As Metro shootings drop and traffic deaths remain stubbornly high, sheriff discusses goals for 2026
Clark County Sheriff Kevin McMahill said he hopes a recent decline in police shootings will continue into 2026.
To sustain that trend, he plans to expand the Metropolitan Police Department’s reality-based training center and open it to all of the other local law enforcement agencies.
“That way, we’re not only cross-training with the fire department, but we’re cross-training with every other police department in the valley, and ensuring that, as we find ourselves in these situations where deadly force has been used, we try to find alternate outcomes to that and then train it into our officers,” McMahill said.
In February, Metro announced that one of the department’s key objectives was to cut officer-involved shootings — 17 in 2024 — by half. In 2025, the department reported seven incidents in which officers used deadly force during critical situations.

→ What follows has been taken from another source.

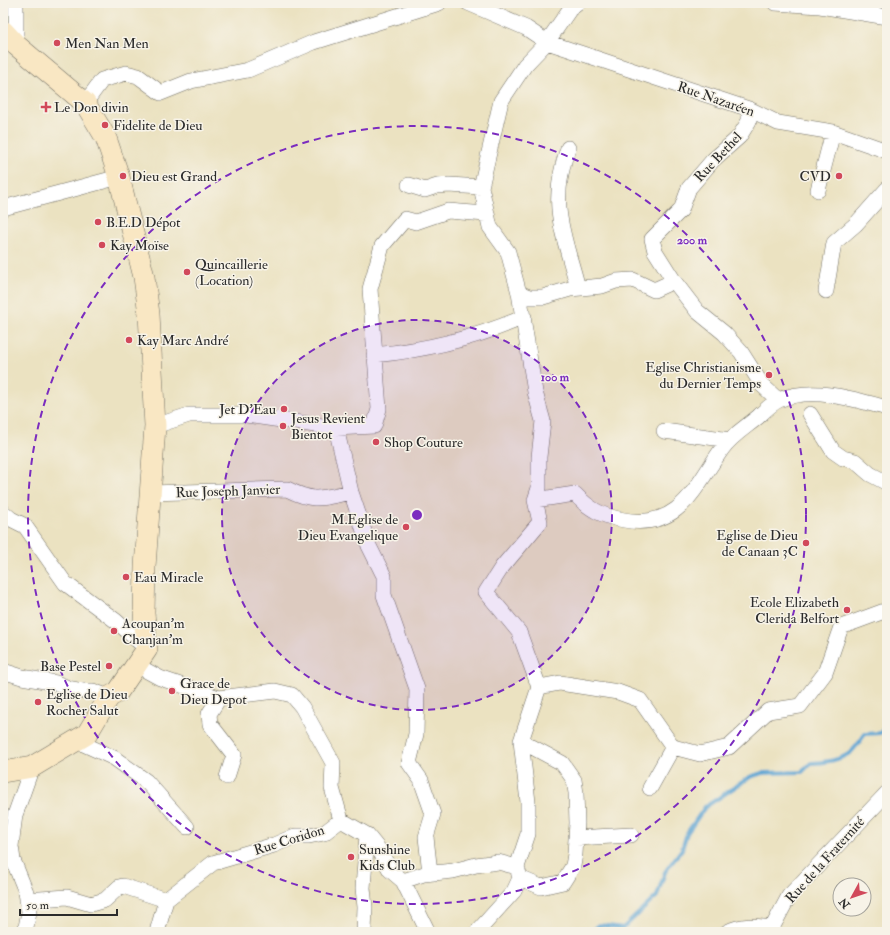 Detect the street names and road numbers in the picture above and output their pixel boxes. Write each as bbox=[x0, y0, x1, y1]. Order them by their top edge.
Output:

In both 2023 and 2021, the department reported 10 officer-involved shootings, and nine in 2020.
The sheriff attributed the drop in police shootings not only to revamped training, but also to the work of the department’s new Wellness Bureau.
“With this job, you have to see things and hear things and feel things and smell things, and, quite frankly, do things that most other normal human beings don’t have to. And that impacts our officers,” McMahill said. “But, I think (the Wellness Bureau) is really changing the culture.”
The Wellness Bureau staffs licensed clinicians and offers a range of services, including individual counseling, to Metro personnel. McMahill said that approximately 450 people — officers, their spouses and relatives, and recently retired Metro officers — use the bureau’s services each month.
‘As we move forward’
Looking ahead, McMahill said that although Senate Bill 415 — a proposal he supported this year to install traffic-enforcement cameras in crash‑prone areas — failed to pass, he remains committed to the project. In 2026, he said, he will pursue a more limited pilot program using speed-control cameras.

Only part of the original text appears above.